Although pay for Japanese executives has more than doubled in the past decade, the government says, fewer than 300 people at Japan's 3,813 public companies earned enough in 2009 to require disclosure, according to PricewaterhouseCoopers. Companies listed on Japan's stock exchanges paid their chief executives an average of $580,000 in salary and other compensation last fiscal year, PWC estimates, about 16 times more than the typical Japanese worker. Average CEO pay at the 3,000 largest U.S. companies is $3.5 million, including stock options and bonuses, according to the Corporate Library, a research group.
A drawback of Japan's low pay is that it's harder to recruit abroad because junior executives overseas can end up with higher salaries than their peers—or bosses—at headquarters. "They have to make a special case for hiring a VP who's making more than the president," says Motohiro Morishima, a professor of human resources at Hitotsubashi University. At Takeda Pharmaceutical in Osaka, the CEO takes home $2.5 million—half as much as the U.S. sales chief.

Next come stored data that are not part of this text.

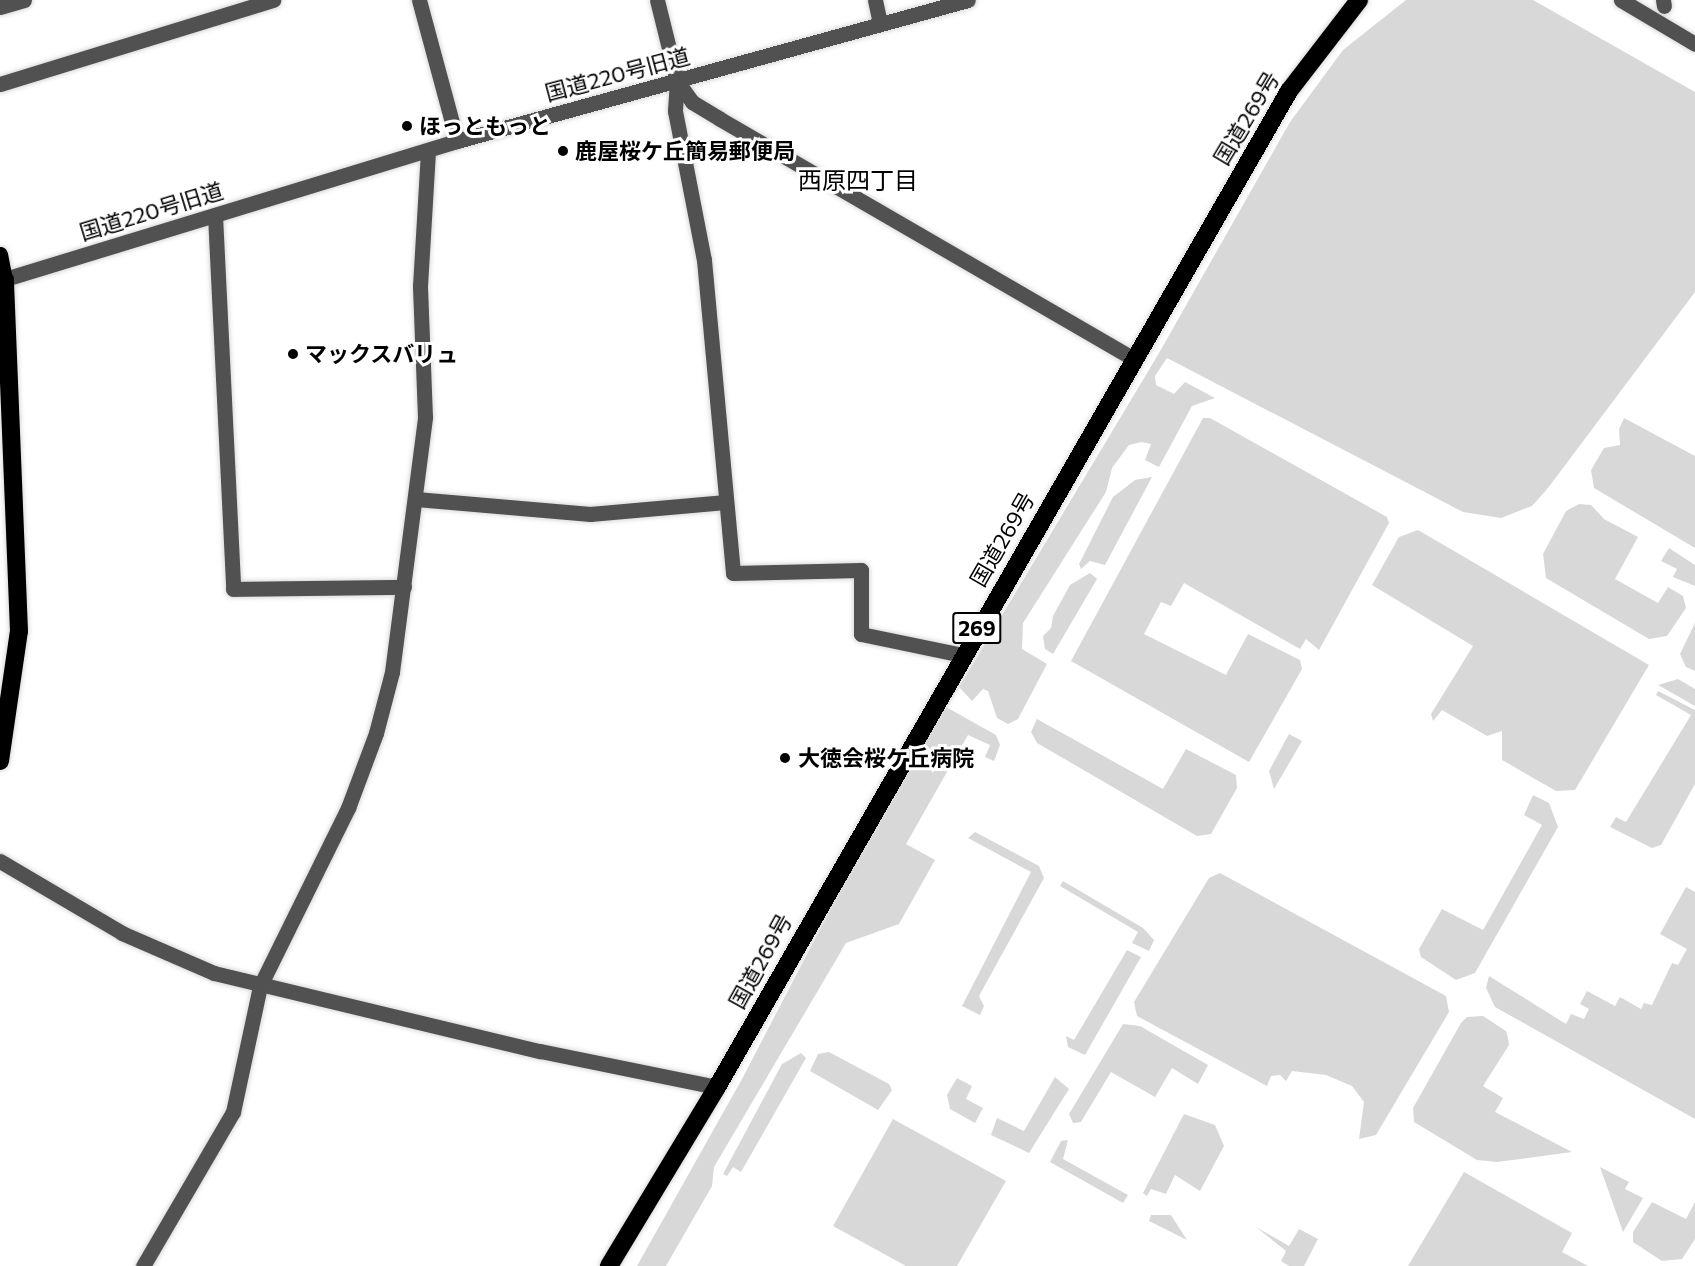 <!DOCTYPE html>
<meta charset="utf-8">
<style>
body{margin:0}
#map{position:relative;width:1695px;height:1266px;overflow:hidden;background:#fff;font-family:Commissioner,"Noto Sans JP",sans-serif}
div>[style]{position:absolute}
.green>*{inset:0;background:#d8d8d8}
.roads{filter:drop-shadow(0 0 2px #dbdbdb) drop-shadow(0 0 2px #dbdbdb)}
.minor>*{height:15px;margin:-7.5px;padding:0 7.5px;transform-origin:7.5px;border-radius:7.5px;background:#515151}
.major>*{height:15px;margin:-7.5px;padding:0 7.5px;transform-origin:7.5px;border-radius:7.5px;background:#000}
.highway>*{height:18px;margin:-9px;padding:0 9px;transform-origin:9px;border-radius:9px;background:#000}
.dots>*{width:16px;height:16px;translate:-50% -50%;box-sizing:border-box;border:3px solid #fff;border-radius:50%}
span{translate:-50% -50%;white-space:nowrap;text-align:center;line-height:1.15;-webkit-text-stroke:6px #fff;paint-order:stroke}
.shield-label span{padding:2px 4px;background:#fff;border:2px solid;border-radius:4px;-webkit-text-stroke-width:0}
.shield-label{font-size:21px;color:#000;font-weight:700}
.street-label{font-size:22px;color:#000}
.poi-label{font-size:22px;color:#000;font-weight:700}
.left{translate:0 -50%;text-align:left}
.neighbourhood-label{font-size:24px;color:#000}
</style>
<div id="map">
<div class="green">
<div style="clip-path:polygon(1406px 0,1533px 0,1695px 92px,1695px 292px,1548px 488px,1532px 506px,1501px 518px,1463px 512px,1167px 358px,1155px 376px,1156px 385px,1174px 394px,1185px 382px,1215px 398px,1192px 406px,1159px 467px,1145px 460px,1151px 444px,1141px 442px,1129px 445px,1112px 468px,1106px 492px,1023px 623px,1022px 649px,1047px 664px,1018px 719px,1008px 724px,997px 718px,988px 691px,983px 689px,972px 701px,959px 687px,1159px 353px,1290px 122px,1343px 50px)"></div>
<div style="clip-path:polygon(1203px 418px,1210px 418px,1387px 517px,1389px 523px,1319px 650px,1306px 639px,1300px 649px,1184px 583px,1171px 606px,1161px 602px,1144px 634px,1226px 675px,1248px 634px,1300px 660px,1302px 669px,1249px 762px,1071px 661px)"></div>
<div style="clip-path:polygon(1624px 418px,1695px 456px,1695px 548px,1594px 488px,1591px 470px,1604px 448px,1620px 445px,1619px 429px)"></div>
<div style="clip-path:polygon(1152px 477px,1105px 565px,1090px 561px,1081px 569px,1079px 564px,1113px 497px,1135px 480px)"></div>
<div style="clip-path:polygon(1579px 504px,1591px 505px,1604px 519px,1638px 537px,1615px 579px,1658px 603px,1668px 587px,1683px 596px,1686px 608px,1667px 636px,1649px 639px,1546px 578px,1543px 554px,1566px 511px)"></div>
<div style="clip-path:polygon(1418px 530px,1649px 665px,1575px 790px,1556px 791px,1502px 760px,1502px 731px,1487px 736px,1442px 710px,1433px 721px,1431px 714px,1473px 646px,1372px 585px,1399px 537px)"></div>
<div style="clip-path:polygon(1669px 548px,1695px 565px,1695px 586px,1673px 577px,1677px 569px,1661px 561px)"></div>
<div style="clip-path:polygon(1090px 573px,1097px 579px,1053px 654px,1045px 649px,1043px 636px,1051px 628px,1053px 616px,1070px 585px)"></div>
<div style="clip-path:polygon(1695px 623px,1695px 671px,1686px 667px,1680px 654px)"></div>
<div style="clip-path:polygon(1678px 679px,1695px 689px,1695px 706px,1658px 685px)"></div>
<div style="clip-path:polygon(1658px 691px,1695px 710px,1695px 784px,1661px 845px,1652px 848px,1610px 827px,1616px 817px,1626px 822px,1691px 715px,1656px 695px)"></div>
<div style="clip-path:polygon(946px 707px,996px 735px,1000px 745px,994px 761px,985px 757px,990px 745px,968px 735px,906px 844px,935px 860px,899px 924px,846px 943px,714px 1167px,712px 1186px,666px 1266px,637px 1266px,742px 1079px,880px 814px)"></div>
<div style="clip-path:polygon(1037px 719px,1163px 789px,1186px 749px,1236px 775px,1237px 788px,1211px 834px,1197px 836px,1037px 743px,1031px 732px)"></div>
<div style="clip-path:polygon(1289px 734px,1302px 741px,1274px 789px,1269px 771px)"></div>
<div style="clip-path:polygon(1533px 795px,1549px 803px,1558px 827px,1475px 973px,1456px 980px,1421px 957px,1419px 949px,1442px 909px,1483px 930px,1542px 825px,1524px 815px)"></div>
<div style="clip-path:polygon(975px 832px,1039px 866px,1044px 878px,979px 996px,984px 1006px,980px 1015px,962px 1006px,1031px 872px,968px 838px)"></div>
<div style="clip-path:polygon(1220px 873px,1446px 996px,1449px 1012px,1376px 1135px,1359px 1139px,1364px 1102px,1352px 1086px,1326px 1075px,1292px 1071px,1286px 1081px,1280px 1075px,1271px 1076px,1267px 1086px,1137px 1016px,1134px 1002px,1209px 878px)"></div>
<div style="clip-path:polygon(1063px 881px,1143px 928px,1154px 940px,1149px 951px,1132px 943px,1138px 932px,1060px 886px)"></div>
<div style="clip-path:polygon(1686px 887px,1695px 892px,1695px 1119px,1495px 1007px,1486px 988px,1489px 976px,1566px 1024px,1571px 1014px,1584px 1019px,1589px 1009px,1580px 1004px,1587px 991px,1615px 1006px,1620px 997px,1641px 1009px,1644px 1003px,1652px 1005px,1672px 963px,1678px 965px,1687px 949px,1660px 934px)"></div>
<div style="clip-path:polygon(1127px 950px,1141px 957px,1085px 1055px,1068px 1047px,1066px 1036px,1074px 1040px)"></div>
<div style="clip-path:polygon(1483px 1016px,1506px 1031px,1508px 1038px,1509px 1045px,1483px 1086px,1503px 1098px,1495px 1112px,1572px 1152px,1497px 1162px,1477px 1160px,1414px 1122px,1413px 1108px,1461px 1023px,1467px 1017px)"></div>
<div style="clip-path:polygon(1123px 1024px,1140px 1026px,1208px 1065px,1198px 1084px,1172px 1068px,1155px 1097px,1111px 1072px,1081px 1122px,1073px 1123px,1069px 1114px)"></div>
<div style="clip-path:polygon(829px 1052px,889px 1084px,892px 1090px,878px 1110px,810px 1071px,818px 1054px)"></div>
<div style="clip-path:polygon(801px 1053px,806px 1058px,741px 1172px,733px 1167px,727px 1176px,723px 1174px,782px 1064px)"></div>
<div style="clip-path:polygon(1055px 1077px,1069px 1089px,1029px 1153px,991px 1135px,997px 1118px,1024px 1131px)"></div>
<div style="clip-path:polygon(957px 1078px,972px 1086px,966px 1099px,983px 1108px,975px 1123px,950px 1109px,947px 1095px)"></div>
<div style="clip-path:polygon(1184px 1114px,1215px 1125px,1224px 1146px,1200px 1191px,1175px 1175px,1166px 1194px,1151px 1189px,1147px 1196px,1143px 1193px)"></div>
<div style="clip-path:polygon(893px 1119px,1006px 1181px,957px 1266px,906px 1266px,833px 1226px)"></div>
<div style="clip-path:polygon(1068px 1140px,1063px 1159px,1128px 1195px,1123px 1203px,1050px 1162px,1061px 1141px)"></div>
<div style="clip-path:polygon(1600px 1167px,1629px 1182px,1625px 1189px,1643px 1198px,1623px 1232px)"></div>
<div style="clip-path:polygon(1464px 1172px,1572px 1233px,1562px 1252px,1588px 1266px,1408px 1266px)"></div>
<div style="clip-path:polygon(1652px 1202px,1686px 1219px,1695px 1202px,1695px 1239px,1682px 1259px,1662px 1261px,1633px 1242px,1633px 1232px)"></div>
<div style="clip-path:polygon(1151px 1215px,1171px 1215px,1187px 1240px,1149px 1221px)"></div>
<div style="clip-path:polygon(1256px 1227px,1289px 1246px,1299px 1229px,1318px 1239px,1304px 1266px,1289px 1266px,1281px 1261px,1286px 1251px)"></div>
</div>
<div class="roads">
<div class="minor">
<div style="left:419px;top:0;width:146px;rotate:74.9deg"></div>
<div style="left:657px;top:0;width:83px;rotate:76.1deg"></div>
<div style="left:677px;top:81px;width:30px;rotate:94deg"></div>
<div style="left:675px;top:111px;width:152px;rotate:79deg"></div>
<div style="left:704px;top:260px;width:314px;rotate:84.7deg"></div>
<div style="left:733px;top:573px;width:128px;rotate:-1.3deg"></div>
<div style="left:861px;top:570px;width:64px;rotate:90deg"></div>
<div style="left:861px;top:634px;width:103px;rotate:11.7deg"></div>
<div style="left:875px;top:0;width:24px;rotate:78deg"></div>
<div style="left:1621px;top:0;width:86px;rotate:30.7deg"></div>
<div style="left:1663px;top:0;width:6px;rotate:81deg"></div>
<div style="left:0;top:7px;width:25px;rotate:-16deg"></div>
<div style="left:677px;top:81px;width:26px;rotate:54deg"></div>
<div style="left:692px;top:102px;width:33px;rotate:31deg"></div>
<div style="left:720px;top:119px;width:479px;rotate:30.1deg"></div>
<div style="left:0;top:84px;width:286px;rotate:-17.1deg"></div>
<div style="left:215px;top:215px;width:374px;rotate:87.2deg"></div>
<div style="left:233px;top:589px;width:171px;rotate:-0.7deg"></div>
<div style="left:5px;top:279px;width:473px;rotate:-17deg"></div>
<div style="left:457px;top:141px;width:530px;rotate:-15.43deg"></div>
<div style="left:416px;top:499px;width:175px;rotate:4.9deg"></div>
<div style="left:590px;top:514px;width:136px;rotate:-5.1deg"></div>
<div style="left:0;top:861px;width:142px;rotate:30.5deg"></div>
<div style="left:122px;top:933px;width:100px;rotate:23.5deg"></div>
<div style="left:214px;top:973px;width:335px;rotate:13.5deg"></div>
<div style="left:540px;top:1051px;width:181px;rotate:11.5deg"></div>
<div style="left:143px;top:1266px;width:178px;rotate:-59.7deg"></div>
<div style="left:233px;top:1112px;width:129px;rotate:-77.9deg"></div>
<div style="left:260px;top:986px;width:199px;rotate:-63.7deg"></div>
<div style="left:348px;top:808px;width:80px;rotate:-69.5deg"></div>
<div style="left:376px;top:733px;width:63px;rotate:-75.3deg"></div>
<div style="left:392px;top:672px;width:257px;rotate:-82.6deg"></div>
<div style="left:425px;top:417px;width:131px;rotate:-92.2deg"></div>
<div style="left:420px;top:286px;width:136px;rotate:-86.6deg"></div>
</div>
<div class="major">
<div style="left:0;top:254px;width:25px;rotate:79deg"></div>
<div style="left:5px;top:279px;width:5px;rotate:169deg"></div>
</div>
<div class="highway">
<div style="left:0;top:761px;width:131px;rotate:-81.7deg"></div>
<div style="left:19px;top:631px;width:352px;rotate:-92.3deg"></div>
<div style="left:609px;top:1266px;width:209px;rotate:-58.9deg"></div>
<div style="left:717px;top:1087px;width:1149px;rotate:-60.13deg"></div>
<div style="left:1289px;top:91px;width:115px;rotate:-52.4deg"></div>
</div>
</div>
<div class="dots">
<div style="left:407px;top:126px;background:#000"></div>
<div style="left:563px;top:151px;background:#000"></div>
<div style="left:293px;top:354px;background:#000"></div>
<div style="left:785px;top:758px;background:#000"></div>
</div>
<div class="shield-label">
<span style="left:977px;top:628px">269</span>
</div>
<div class="street-label">
<span style="left:617px;top:74px;rotate:-15deg">国道220号旧道</span>
<span style="left:1246px;top:118px;rotate:-59deg">国道269号</span>
<span style="left:151px;top:211px;rotate:-17deg">国道220号旧道</span>
<span style="left:1002px;top:539px;rotate:-60deg">国道269号</span>
<span style="left:760px;top:961px;rotate:-61deg">国道269号</span>
</div>
<div class="poi-label">
<span class="left" style="left:419px;top:126px">ほっともっと</span>
<span class="left" style="left:575px;top:151px">鹿屋桜ケ丘簡易郵便局</span>
<span class="left" style="left:305px;top:354px">マックスバリュ</span>
<span class="left" style="left:798px;top:758px">大徳会桜ケ丘病院</span>
</div>
<div class="neighbourhood-label">
<span style="left:858px;top:180px">西原四丁目</span>
</div>
</div>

Most Japanese bosses have been hired from inside their companies. "There's no market for executives," says Kotaro Tsuru, a corporate governance expert at the Trade Ministry's research institute. "The reasonable price for a CEO is decided by each firm separately." Nissan's Ghosn, Japan's top-paid CEO, took home $10 million in 2009. Over at Toyota Motor (TM), meanwhile, Chairman Fujio Cho earned $1.5 million. CEO Akio Toyoda wasn't among the four executives who received more than $1.1 million (though as the founder's grandson, he owns about $160 million in company shares). Sony's Stringer, Japan's second-highest-paid executive, made $9.1 million. At rival Panasonic (PC), nobody earned enough to require disclosure under the new rules.
With wealth still considered unseemly in Japan, there's little pressure for salaries to rise. "My house is small, but I'm happy," says Yukio Sakamoto, CEO of Elpida Memory, Japan's largest semiconductor maker, whose pay was under the reporting threshold. "I commute by train every day and have never had a problem."
The bottom line: Japan's CEOs earn far less than Americans or Europeans. The pay gap could be a problem as Japanese companies expand abroad.